Если мы говорим, что эсхатологию нельзя превращать в забаву, то тем самым просто апеллируем к оценкам культуры, поскольку в соответствии с ними не все, что считается литературой, может быть безответственной игрой словами. Как нельзя – повторим Норвида – аккуратно разбудить спящего, так нельзя, будучи писателем, ради баловства перерезать горло всему человечеству. Ибо в действительности дело тут в серьезной процедуре. Даже когда речь заходит об оперировании одного человека, не приглашают портных. Так что подобная операция литературно должна содержать в себе огромный риск и колоссальную ответственность, а кто не отдает себе в этом отчета, как творец, тот чаще всего пытается заслонить свое убожество размерами нагроможденного материала.
Типичные для научной фантастики инфляционные тематические тенденции привели к тому, что теперь любой юнец уничтожает человечество на страницах романа. При этом он вообще ни о чем не задумывается. Однако это понятно. Даже если первые создатели аппаратуры, что-либо означающей и построенной из элементов катастрофы, до конца сознавали, что делают (Уэллс, работая над «Войной миров», прекрасно это сознавал), то из этого не следует, будто их последователи также должны были руководствоваться аутентичными импульсами, дабы они тоже адресовали нам какую-то разновидность «ультимативного послания». Ведь, как это зачастую бывает с последователями, они копировали внешние характеристики объекта, поскольку тот прославил первотворца. Поэтому, когда фактуры событий, типичных для катастрофы, а также свойственные этой ситуации причинные связи плагиативно перерабатываются, то единственная проблема, еще достойная рассмотрения, содержится в вопросе: в результате чего оригинал получил известность?
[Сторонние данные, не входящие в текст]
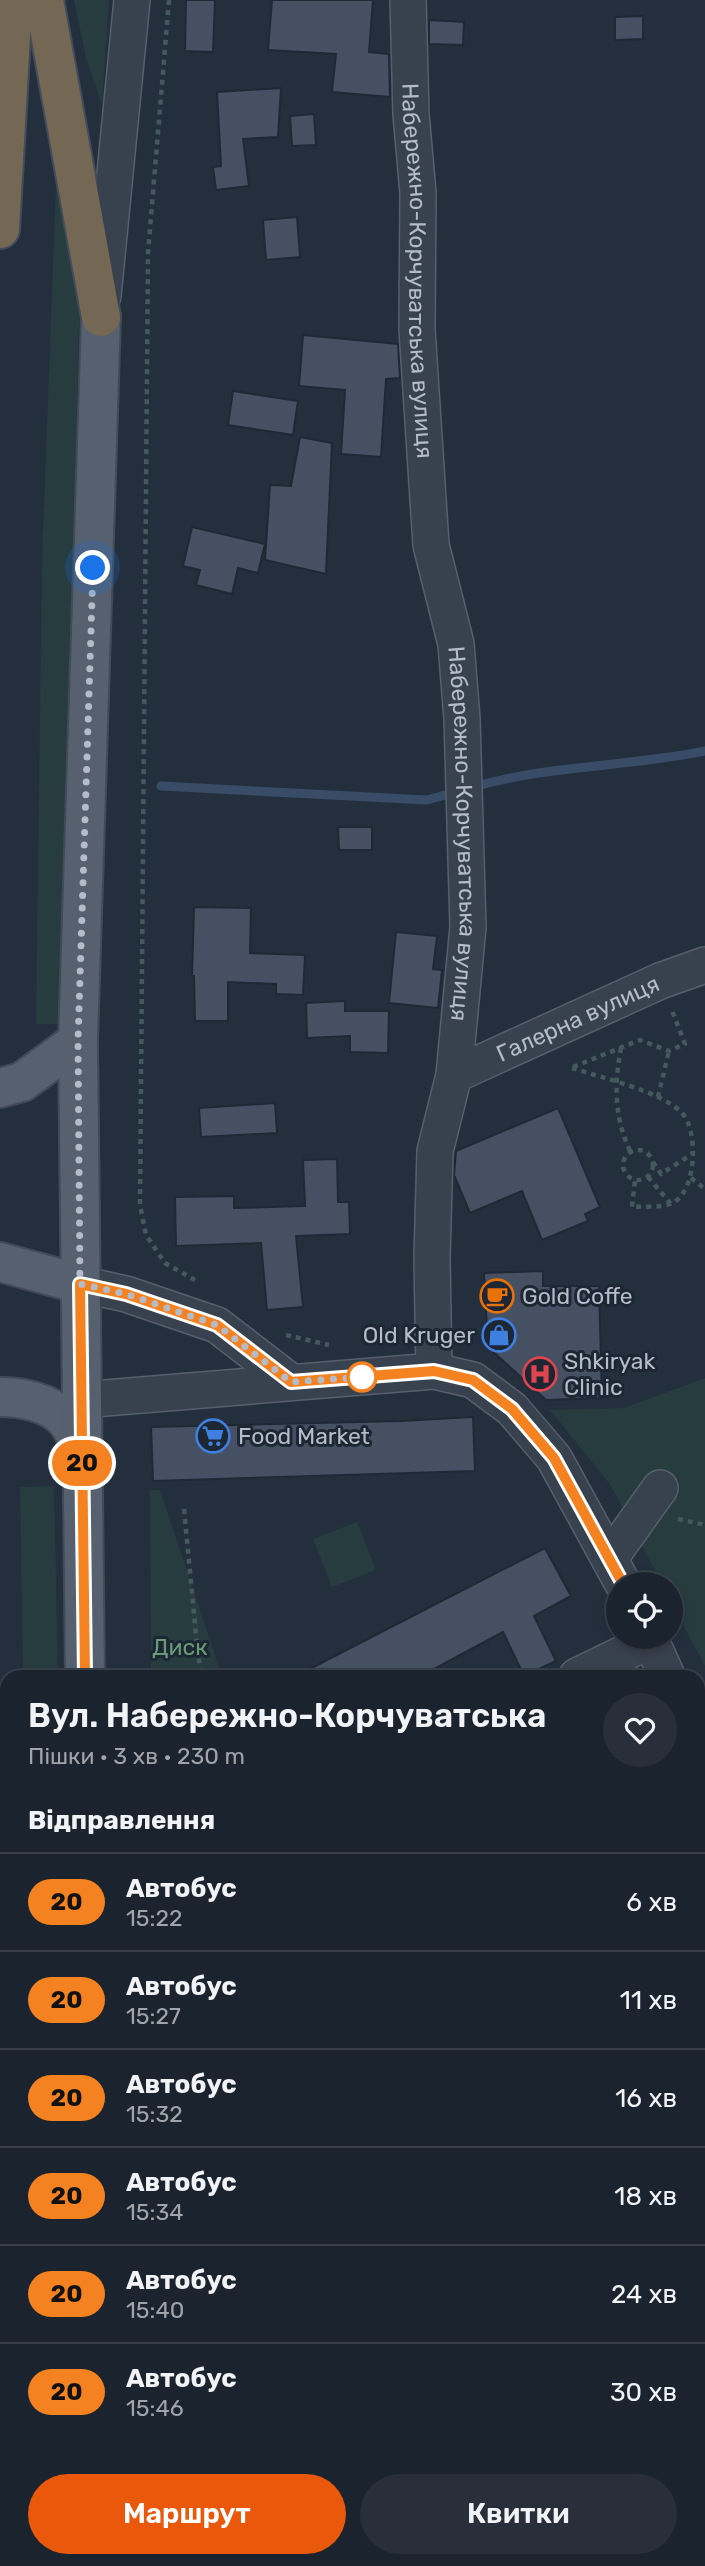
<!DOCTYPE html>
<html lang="uk">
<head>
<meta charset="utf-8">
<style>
  body { margin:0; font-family:Rubik,sans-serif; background:#282f3a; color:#f1f3f6; height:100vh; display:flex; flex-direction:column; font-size:26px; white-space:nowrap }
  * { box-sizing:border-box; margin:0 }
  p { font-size:23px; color:#a0a4aa }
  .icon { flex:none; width:38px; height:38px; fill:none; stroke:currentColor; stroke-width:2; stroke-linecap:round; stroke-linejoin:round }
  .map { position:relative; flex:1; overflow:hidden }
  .panel { position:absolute; left:0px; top:1670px; width:705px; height:898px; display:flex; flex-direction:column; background:#1b232e; border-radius:21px 21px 0 0; box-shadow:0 4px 10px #0003,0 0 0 2px #39404a }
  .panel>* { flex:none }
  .badge { padding:0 14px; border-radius:23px; font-size:24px; line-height:46px }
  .controls { position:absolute; left:606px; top:1572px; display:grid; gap:14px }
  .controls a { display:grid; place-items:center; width:77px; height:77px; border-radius:50%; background:#1b232e; box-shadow:0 4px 10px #0003,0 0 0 2px #39404a; font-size:35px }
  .you { position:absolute; width:35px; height:35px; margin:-18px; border:5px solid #fff; border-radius:50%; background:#1a73e8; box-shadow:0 0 0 10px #1a73e833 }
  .map>.badge { position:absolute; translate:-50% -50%; box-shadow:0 0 0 4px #fff }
  h2 { padding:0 28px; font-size:26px; line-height:63px }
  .round { display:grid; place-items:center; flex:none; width:74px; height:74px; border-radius:37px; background:#282f3a }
  .overview { display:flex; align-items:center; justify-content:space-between; height:119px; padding:0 28px }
  h1 { font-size:33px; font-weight:600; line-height:52px }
  .action { display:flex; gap:14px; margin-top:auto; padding:14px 28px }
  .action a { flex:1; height:80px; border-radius:42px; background:#ea580c; color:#fff; font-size:28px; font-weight:600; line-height:80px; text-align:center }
  .action a+a { background:#282f3a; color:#f1f3f6 }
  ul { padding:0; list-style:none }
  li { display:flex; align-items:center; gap:21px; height:98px; padding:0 28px; border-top:2px solid #39404a }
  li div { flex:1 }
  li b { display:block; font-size:26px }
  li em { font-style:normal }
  li .badge { min-width:77px; font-weight:700; text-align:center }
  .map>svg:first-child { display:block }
  .green { fill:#263c3f }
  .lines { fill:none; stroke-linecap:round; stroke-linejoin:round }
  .stream { stroke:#394c67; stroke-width:9 }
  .building { fill:#455162; stroke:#1f2835; stroke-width:2 }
  .minor-casing { stroke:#565f6c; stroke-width:38 }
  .major-casing { stroke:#414a57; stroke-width:42 }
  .highway-casing { stroke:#434c59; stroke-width:42 }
  .path { stroke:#44595c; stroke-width:4.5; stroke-dasharray:5 5; stroke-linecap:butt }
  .minor { stroke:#38414e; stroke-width:35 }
  .major { stroke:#56606e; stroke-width:38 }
  .highway { stroke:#746855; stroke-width:38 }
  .line-casing { stroke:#fff; stroke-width:16 }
  .line { stroke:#f58220; stroke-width:10 }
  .walk { stroke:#b4bcc9; stroke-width:7; stroke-dasharray:0 12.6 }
  .stop-dot { fill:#fff; stroke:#f58220; stroke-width:3.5 }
  .labels { text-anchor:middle; stroke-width:6; stroke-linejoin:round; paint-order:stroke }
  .street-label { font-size:23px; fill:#b4bcc9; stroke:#1d2633 }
  .poi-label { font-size:23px; fill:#b4bcc9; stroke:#1d2633; text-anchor:start }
  .park-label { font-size:23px; fill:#6b9a76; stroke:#1d2633 }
</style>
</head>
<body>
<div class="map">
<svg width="705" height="2566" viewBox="0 0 705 2566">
  <rect width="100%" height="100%" fill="#242f3e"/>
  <g class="green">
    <path d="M74,0h35l-7,104 -16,-46z"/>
    <path d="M57,158l23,125 -18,741h-26l6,-465z"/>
    <path d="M705,1378v288l-35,-66v-16h-8l-52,-100 -60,-74 74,-2z"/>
    <path d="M54,1486l4,190h-35l-3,-189z"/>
    <path d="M150,1490h10l62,186h-71z"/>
    <path d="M357,1522l19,48 -44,17 -19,-48z"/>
    <path d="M705,2268v298h-548v-6h541v-290z"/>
  </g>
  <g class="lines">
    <g class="stream">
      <path d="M161,786l266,14 29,-8"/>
      <path d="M473,787c76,-22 155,-20 232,-36"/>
    </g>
  </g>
  <g class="building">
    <path d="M186,0h29l-2,52 -28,-1z"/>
    <path d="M272,0h101l-4,52 20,2 1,43 -58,-5 4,-38 -68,-4z"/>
    <path d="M643,16v23l-28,1v-23z"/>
    <path d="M429,20l35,2 -1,23 -34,-1z"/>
    <path d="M281,88l-3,49 -35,2 6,47 -33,4 -3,-23 8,-1 -4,-74z"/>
    <path d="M314,114l2,31 -24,1 -2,-30z"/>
    <path d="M297,217l3,40 -34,3 -3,-40z"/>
    <path d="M303,335l95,9 2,34 -14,1 -5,78 -40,-3 4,-64 -46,-4z"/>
    <path d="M233,391l65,10 -5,34 -65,-10z"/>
    <path d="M300,437l32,6 -6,131 -61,-14 5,-75 21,1z"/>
    <path d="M192,527l73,17 -7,29 -20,-5 -6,26 -36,-9 4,-15 -17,-4z"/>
    <path d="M338,827h34v23h-33z"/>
    <path d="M194,907l57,1 -1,45 55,2 -2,40 -27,-1v-10l-48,-2v39h-33l-1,-45h-2z"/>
    <path d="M396,932l41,4 -4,33 9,1 -4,38 -49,-5z"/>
    <path d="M345,1001v10h44l-1,42 -38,-1v-16l-43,2 -1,-35z"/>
    <path d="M275,1103l2,30 -76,4 -2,-29z"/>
    <path d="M558,1108l42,99 -15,7 3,7 -46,19 -20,-49 -52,22 -16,-38 2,-24z"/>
    <path d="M337,1159l1,43h11l1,32 -54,2 7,71 -36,3 -6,-67 -85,3 -1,-49 59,-1v12l71,-2 -2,-46z"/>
    <path d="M543,1271v15h56l3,112 -56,2 -58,-53 -4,-74z"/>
    <path d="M473,1417l2,54 -322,10 -2,-54 250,-6z"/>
    <path d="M545,1548l26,48 -37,20 22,45 -32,15 -21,-44 -82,44h-125z"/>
  </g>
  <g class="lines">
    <defs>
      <g id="minor">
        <path id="s1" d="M408,0l3,114 7,79 -1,136 14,216 25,99 6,75 6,208 -14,148 -19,76 -3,107 2,113"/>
        <path d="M103,296l29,-296"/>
        <path id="s2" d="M454,1075l206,-94 45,-16"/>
        <path d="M80,1284l46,10 91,31 74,57"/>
        <path d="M81,1400l353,-29 39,9 39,29 42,49 69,126"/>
        <path d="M610,1558l50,-70"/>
        <path d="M649,1636l18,40"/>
        <path d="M577,1676l74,-36"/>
        <path d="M698,1742l7,13"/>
        <path d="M99,2560v6"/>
      </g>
      <g id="major">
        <path d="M0,1088l22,-6 56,-41"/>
        <path d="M0,1262l80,22"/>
        <path d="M0,1397c21,0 49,5 65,22 7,7 12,21 17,30"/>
        <path d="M85,1676l-7,-635 23,-724"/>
      </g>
      <g id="highway">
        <path d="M44,0l57,317"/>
        <path d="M0,229l13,-229"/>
        <path d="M24,2566l1,-6"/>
      </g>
    </defs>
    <use href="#minor" class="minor-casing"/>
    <use href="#major" class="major-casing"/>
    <use href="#highway" class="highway-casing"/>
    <g class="path">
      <path d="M169,0l-21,253 -8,952 6,30 19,28 30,17"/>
      <path d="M621,1048c-7,37 -7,70 10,105"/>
      <path d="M573,1067l67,-27 29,11 16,-7 -14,-36"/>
      <path d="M572,1068c30,10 89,23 110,45 17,18 15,82 -12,91 -11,4 -26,2 -38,3l3,-27"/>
      <path d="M658,1097l11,-46"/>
      <circle cx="638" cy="1165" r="15"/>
      <path d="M653,1162l8,12 31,-20"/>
      <path d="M648,1177l23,27"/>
      <path d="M691,1178l14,11"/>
      <path d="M286,1335l43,10"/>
      <path d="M184,1509l14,147 5,20"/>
      <path d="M678,1519l27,6"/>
      <path d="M698,2327h7"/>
      <path d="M698,2450l7,7"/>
      <path d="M531,2560l11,6"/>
      <path d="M430,2566l7,-6"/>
    </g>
    <use href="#minor" class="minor"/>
    <use href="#major" class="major"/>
    <use href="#highway" class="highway"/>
  </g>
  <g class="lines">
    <defs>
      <path id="line" d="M85,1676l-5,-392 46,10 91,31 74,57 143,-11 39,9 39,29 42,49 69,126"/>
    </defs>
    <use href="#line" class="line-casing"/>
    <use href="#line" class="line"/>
    <path class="walk" d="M93,568l-15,473 2,243 46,10 91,31 74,57 71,-5"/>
  </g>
  <defs>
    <symbol id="cafe-ring" viewBox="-11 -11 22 22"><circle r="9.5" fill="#1d2633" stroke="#e8710a" stroke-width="1.5"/><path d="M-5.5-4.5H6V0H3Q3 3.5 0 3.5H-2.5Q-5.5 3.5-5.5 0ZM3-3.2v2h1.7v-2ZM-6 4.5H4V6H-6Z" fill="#e8710a"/></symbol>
    <symbol id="shop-ring" viewBox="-11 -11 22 22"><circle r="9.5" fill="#1d2633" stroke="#3f7fe0" stroke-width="1.5"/><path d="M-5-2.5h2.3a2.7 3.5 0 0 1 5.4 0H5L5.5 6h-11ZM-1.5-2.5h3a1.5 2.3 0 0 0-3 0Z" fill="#3f7fe0"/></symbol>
    <symbol id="hospital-ring" viewBox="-11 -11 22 22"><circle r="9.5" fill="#1d2633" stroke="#e0444e" stroke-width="1.5"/><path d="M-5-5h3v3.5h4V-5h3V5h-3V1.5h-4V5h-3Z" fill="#e0444e"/></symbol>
    <symbol id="supermarket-ring" viewBox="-11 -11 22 22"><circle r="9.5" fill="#1d2633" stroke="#3f7fe0" stroke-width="1.5"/><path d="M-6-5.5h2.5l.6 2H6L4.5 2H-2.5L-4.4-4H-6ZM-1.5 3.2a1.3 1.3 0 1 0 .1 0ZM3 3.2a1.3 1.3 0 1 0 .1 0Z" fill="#3f7fe0"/></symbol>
  </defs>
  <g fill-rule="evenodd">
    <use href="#cafe-ring" x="478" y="1277" width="38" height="38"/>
    <use href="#shop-ring" x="480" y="1316" width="38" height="38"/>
    <use href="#hospital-ring" x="521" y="1355" width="38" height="38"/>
    <use href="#supermarket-ring" x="194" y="1417" width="38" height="38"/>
  </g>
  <circle class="stop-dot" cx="362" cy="1377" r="14"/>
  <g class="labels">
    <g class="street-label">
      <text dy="8" stroke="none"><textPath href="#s1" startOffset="271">Набережно-Корчуватська вулиця</textPath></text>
      <text dy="8" stroke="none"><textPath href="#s1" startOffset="838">Набережно-Корчуватська вулиця</textPath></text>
      <text dy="8" stroke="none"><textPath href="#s2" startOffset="136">Галерна вулиця</textPath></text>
    </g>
    <g class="poi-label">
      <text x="522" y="1304">Gold Coffe</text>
      <text x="475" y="1343" text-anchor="end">Old Kruger</text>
      <text x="564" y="1369">Shkiryak<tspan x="564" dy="26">Clinic</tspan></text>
      <text x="238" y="1444">Food Market</text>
    </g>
    <g class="park-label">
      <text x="180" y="1655">Диск</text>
    </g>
  </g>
</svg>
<div class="controls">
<a><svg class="icon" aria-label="locate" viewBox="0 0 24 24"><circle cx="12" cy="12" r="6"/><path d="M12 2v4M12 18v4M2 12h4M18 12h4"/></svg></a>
</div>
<div class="you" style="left:93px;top:568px"></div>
<b class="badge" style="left:82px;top:1463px;background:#f58220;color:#111">20</b>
<section class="panel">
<div class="overview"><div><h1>Вул. Набережно-Корчуватська</h1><p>Пішки · 3 хв · 230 m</p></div><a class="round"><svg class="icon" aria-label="heart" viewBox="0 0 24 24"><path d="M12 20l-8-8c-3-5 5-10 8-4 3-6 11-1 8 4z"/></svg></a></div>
<h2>Відправлення</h2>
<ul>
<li><span class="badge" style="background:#f58220;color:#111">20</span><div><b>Автобус</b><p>15:22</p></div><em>6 хв</em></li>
<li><span class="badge" style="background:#f58220;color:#111">20</span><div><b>Автобус</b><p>15:27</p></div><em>11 хв</em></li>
<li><span class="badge" style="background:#f58220;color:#111">20</span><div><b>Автобус</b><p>15:32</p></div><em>16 хв</em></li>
<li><span class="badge" style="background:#f58220;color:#111">20</span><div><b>Автобус</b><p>15:34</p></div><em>18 хв</em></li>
<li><span class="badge" style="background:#f58220;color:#111">20</span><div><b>Автобус</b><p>15:40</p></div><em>24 хв</em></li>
<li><span class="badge" style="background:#f58220;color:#111">20</span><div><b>Автобус</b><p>15:46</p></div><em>30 хв</em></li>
</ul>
<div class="action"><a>Маршрут</a><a>Квитки</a></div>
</section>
</div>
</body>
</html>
Однако тех, кто из эсхатологии конструировал для себя семантические передатчики, имея сообщить что-то большее, нежели перечисление максимально шокирующих читателя событий, невозможно понятийно свести к общему знаменателю. В этом смысле в литературе нет какой-то единой «структуры катастроф», и не только образный, но и значащий скелет агонии цивилизации существенным образом изменяется при переходе от одного автора к другому. Ведь катастрофа в уэллсовской версии серьезно отличается по своему целостному значению от катастрофы в версии, например, Стэплдона, и обе они отличны от нарисованной в «Гимне по Лейбовицу» У. Миллера-мл. Названные авторы хотели, несомненно, именно этого, то есть описывали катастрофу для того, чтобы нам – ею – что-то сказать. Но в необходимости и неизбежности такого положения вещей большинство писак даже отчета себе не отдает. Их нисколько не заботят семантические последствия подобных «страшных судов», ибо они считают фантастику игрой, в которой дозволены любые приемы, а себя – зазнайками, познавшими эту максиму до конца. В результате человечество оказывается у них то разновидностью сумасшедшего, перерезающего себе бритвой горло, то – мокрой курицей, которую засовывает в горшок хозяйка (или, скажем, например, какие-то «чужие»). Их работа культурно не нейтральна, она вредна, как и каждое действие, ведущее к аннигиляции ценности.